バシュー伯ロシュ・テンは、ボアゴー副代官フー・テンの甥だ。

二人は一緒に、ノモンの街に来ていた監察リー・ウー刺史に会いにいったことがある。

全く知らない相手ではない。



「二人は、バシュー伯を知っているのか?」

「ああ、少し前に世話になった」

「ロシュ・テンさんの領地バシューも、帝都からは離れていますから、僕らみたいに供の人とか護衛の人がどこか待機所にいたりしませんかね?」

ウェイ・フォンが問い、アベルが答え、涼がとっかかりを探す。


「バシュー伯は、怪我はされなかったそうです」

探ってきたニュアンが答える。


「打ちかかられたのであれば、さすがに動揺されただろう。今日は宿に下がられて、御史台(ぎょしだい)による聴取は明日以降に行われるか?」

「宿が分かれば、直接話を聞きに行ってみてはどうでしょうか?」


ウェイ・フォンの予測を元に、涼が提案する。


「そうだな。起きたことに関して、一番詳しいのは被害にあったバシュー伯であろうが……打ちかかってきた者の家臣たちに、会ってくれるだろうか?」

「そこは、僕らでなんとか……」

「行ってくれるか?」

「ええ、もちろんです」


ウェイ・フォンの問いに、涼は大きく頷いた。

横で、アベルも頷く。


確かに、まだ数日の付き合いではあるが、領主フォン・ドボーは二人の雇い主であるのは事実。
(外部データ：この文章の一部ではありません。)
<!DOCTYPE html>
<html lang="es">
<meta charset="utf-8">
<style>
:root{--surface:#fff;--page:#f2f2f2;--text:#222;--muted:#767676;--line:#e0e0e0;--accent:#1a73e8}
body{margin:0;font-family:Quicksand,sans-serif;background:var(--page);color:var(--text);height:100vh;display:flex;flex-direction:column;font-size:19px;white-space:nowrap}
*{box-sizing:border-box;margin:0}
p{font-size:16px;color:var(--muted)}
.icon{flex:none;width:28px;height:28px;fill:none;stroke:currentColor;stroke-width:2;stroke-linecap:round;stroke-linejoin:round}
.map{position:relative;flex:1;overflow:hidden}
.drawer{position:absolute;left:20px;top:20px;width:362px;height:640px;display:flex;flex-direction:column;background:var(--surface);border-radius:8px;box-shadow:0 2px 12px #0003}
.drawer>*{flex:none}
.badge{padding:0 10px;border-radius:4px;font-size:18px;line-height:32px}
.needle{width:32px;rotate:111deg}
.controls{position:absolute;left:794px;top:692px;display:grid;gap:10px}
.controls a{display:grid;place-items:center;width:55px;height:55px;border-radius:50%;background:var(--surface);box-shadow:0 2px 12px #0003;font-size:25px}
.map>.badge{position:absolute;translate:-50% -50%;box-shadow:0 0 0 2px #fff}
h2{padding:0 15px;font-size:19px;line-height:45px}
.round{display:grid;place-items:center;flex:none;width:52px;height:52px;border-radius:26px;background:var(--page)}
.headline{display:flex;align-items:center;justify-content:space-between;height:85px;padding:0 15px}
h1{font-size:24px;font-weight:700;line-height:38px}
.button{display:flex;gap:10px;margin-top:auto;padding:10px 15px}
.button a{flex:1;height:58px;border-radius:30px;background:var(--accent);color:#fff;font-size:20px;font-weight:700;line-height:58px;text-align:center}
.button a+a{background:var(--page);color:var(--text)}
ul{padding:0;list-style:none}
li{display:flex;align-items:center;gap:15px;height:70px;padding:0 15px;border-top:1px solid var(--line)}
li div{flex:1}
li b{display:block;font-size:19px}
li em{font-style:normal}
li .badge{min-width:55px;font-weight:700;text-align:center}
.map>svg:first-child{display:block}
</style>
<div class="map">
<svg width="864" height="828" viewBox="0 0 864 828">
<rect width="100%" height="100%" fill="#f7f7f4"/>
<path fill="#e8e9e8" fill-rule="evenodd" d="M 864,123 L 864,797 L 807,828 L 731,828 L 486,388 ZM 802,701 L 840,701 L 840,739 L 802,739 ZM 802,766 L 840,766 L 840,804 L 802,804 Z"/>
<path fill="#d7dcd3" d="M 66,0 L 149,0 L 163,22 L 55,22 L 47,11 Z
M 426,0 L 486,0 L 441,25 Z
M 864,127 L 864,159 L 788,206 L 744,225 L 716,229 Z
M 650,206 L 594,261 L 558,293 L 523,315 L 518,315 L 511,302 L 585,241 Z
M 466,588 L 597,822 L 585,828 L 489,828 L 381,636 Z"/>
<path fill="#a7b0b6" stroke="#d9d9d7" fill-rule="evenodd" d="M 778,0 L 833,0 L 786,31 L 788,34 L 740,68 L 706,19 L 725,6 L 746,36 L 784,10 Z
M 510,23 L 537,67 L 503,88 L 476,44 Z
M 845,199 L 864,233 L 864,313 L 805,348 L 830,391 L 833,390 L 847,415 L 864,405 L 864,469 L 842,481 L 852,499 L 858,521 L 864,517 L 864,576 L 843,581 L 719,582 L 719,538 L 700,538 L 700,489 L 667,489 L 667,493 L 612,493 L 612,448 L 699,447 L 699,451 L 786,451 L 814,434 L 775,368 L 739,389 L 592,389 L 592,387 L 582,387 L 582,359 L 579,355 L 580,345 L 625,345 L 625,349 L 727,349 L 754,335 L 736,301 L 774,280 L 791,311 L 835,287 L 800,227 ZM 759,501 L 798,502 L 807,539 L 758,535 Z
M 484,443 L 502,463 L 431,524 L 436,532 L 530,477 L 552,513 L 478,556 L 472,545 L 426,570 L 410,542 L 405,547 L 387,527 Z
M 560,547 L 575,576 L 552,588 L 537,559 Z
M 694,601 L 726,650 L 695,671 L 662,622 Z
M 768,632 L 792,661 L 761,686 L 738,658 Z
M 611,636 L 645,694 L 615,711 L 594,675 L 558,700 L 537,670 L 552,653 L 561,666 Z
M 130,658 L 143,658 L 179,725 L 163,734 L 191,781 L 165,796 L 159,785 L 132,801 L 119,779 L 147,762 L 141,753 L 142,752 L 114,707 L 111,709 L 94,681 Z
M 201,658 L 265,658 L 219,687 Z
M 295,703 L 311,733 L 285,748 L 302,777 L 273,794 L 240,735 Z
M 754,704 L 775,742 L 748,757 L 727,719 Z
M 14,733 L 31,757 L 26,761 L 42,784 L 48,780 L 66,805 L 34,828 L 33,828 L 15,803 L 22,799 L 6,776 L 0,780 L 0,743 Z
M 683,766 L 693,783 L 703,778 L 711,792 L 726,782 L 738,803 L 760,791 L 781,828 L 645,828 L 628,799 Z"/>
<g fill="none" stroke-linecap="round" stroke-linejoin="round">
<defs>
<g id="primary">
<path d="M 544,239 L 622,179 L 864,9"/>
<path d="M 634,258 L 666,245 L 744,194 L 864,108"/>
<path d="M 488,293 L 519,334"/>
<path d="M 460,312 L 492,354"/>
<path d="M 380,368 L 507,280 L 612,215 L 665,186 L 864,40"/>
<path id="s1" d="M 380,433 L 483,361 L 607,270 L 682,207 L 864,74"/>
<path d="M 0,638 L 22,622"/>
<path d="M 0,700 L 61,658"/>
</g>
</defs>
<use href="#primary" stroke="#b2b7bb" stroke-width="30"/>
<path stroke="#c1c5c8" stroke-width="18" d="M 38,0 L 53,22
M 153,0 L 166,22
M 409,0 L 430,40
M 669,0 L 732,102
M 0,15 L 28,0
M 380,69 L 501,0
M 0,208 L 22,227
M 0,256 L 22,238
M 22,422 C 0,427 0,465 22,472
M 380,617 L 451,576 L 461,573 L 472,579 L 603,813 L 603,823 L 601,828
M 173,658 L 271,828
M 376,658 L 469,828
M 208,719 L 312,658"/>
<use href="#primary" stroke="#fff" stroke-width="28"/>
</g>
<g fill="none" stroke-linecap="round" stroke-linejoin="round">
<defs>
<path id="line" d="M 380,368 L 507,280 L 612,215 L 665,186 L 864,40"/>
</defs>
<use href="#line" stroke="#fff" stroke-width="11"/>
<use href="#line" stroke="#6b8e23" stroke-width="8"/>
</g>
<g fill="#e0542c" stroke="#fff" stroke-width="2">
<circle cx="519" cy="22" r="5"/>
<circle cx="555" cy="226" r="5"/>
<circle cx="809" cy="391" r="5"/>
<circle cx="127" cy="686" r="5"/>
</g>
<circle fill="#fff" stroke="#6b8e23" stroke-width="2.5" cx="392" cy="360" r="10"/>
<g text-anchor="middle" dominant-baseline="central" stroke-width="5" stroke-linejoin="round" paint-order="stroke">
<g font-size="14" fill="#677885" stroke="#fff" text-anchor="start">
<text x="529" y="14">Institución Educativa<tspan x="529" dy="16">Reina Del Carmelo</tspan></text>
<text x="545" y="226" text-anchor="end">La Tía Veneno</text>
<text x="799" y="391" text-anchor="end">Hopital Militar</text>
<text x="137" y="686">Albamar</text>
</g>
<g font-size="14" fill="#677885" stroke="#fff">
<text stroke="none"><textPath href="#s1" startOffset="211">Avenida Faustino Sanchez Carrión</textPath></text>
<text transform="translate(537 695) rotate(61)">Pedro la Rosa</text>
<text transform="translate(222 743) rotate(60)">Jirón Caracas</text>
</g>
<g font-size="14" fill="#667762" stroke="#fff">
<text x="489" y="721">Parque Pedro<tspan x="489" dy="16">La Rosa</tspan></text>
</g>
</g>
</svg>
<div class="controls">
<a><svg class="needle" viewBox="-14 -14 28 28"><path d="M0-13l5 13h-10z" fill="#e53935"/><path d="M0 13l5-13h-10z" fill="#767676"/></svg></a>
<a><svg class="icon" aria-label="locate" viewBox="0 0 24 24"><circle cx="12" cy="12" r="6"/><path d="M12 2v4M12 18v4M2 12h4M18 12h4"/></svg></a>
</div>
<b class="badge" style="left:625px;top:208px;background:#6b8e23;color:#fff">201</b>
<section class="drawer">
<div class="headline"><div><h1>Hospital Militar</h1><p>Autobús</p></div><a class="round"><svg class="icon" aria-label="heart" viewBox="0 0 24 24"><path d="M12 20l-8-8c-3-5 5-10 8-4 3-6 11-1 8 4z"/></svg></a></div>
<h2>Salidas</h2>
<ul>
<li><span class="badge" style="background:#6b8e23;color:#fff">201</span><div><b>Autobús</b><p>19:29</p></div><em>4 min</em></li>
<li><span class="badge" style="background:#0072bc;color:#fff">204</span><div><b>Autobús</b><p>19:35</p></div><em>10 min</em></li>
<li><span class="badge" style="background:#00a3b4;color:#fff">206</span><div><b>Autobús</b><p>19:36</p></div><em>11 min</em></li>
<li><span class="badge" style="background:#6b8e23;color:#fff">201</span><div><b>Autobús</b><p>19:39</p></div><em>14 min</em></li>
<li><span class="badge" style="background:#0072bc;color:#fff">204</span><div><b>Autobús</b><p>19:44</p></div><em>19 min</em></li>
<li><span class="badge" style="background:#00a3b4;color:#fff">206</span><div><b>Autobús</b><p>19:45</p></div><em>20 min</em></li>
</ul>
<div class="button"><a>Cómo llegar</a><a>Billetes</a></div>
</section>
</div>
実際、何か侮辱(ぶじょく)されるようなことがあったとしても、禁軍の剣を奪って人に襲いかかるような人物ではないと思っている。


だからこそ、実際に何が起きたのか気になるのだ。

多くの人が見ていたと言うし……。


「よし、手分けして、バシュー伯が泊まっている宿を探る。探り出したら、二人に行ってもらう」

ウェイ・フォンが言い、涼とアベルは頷いた。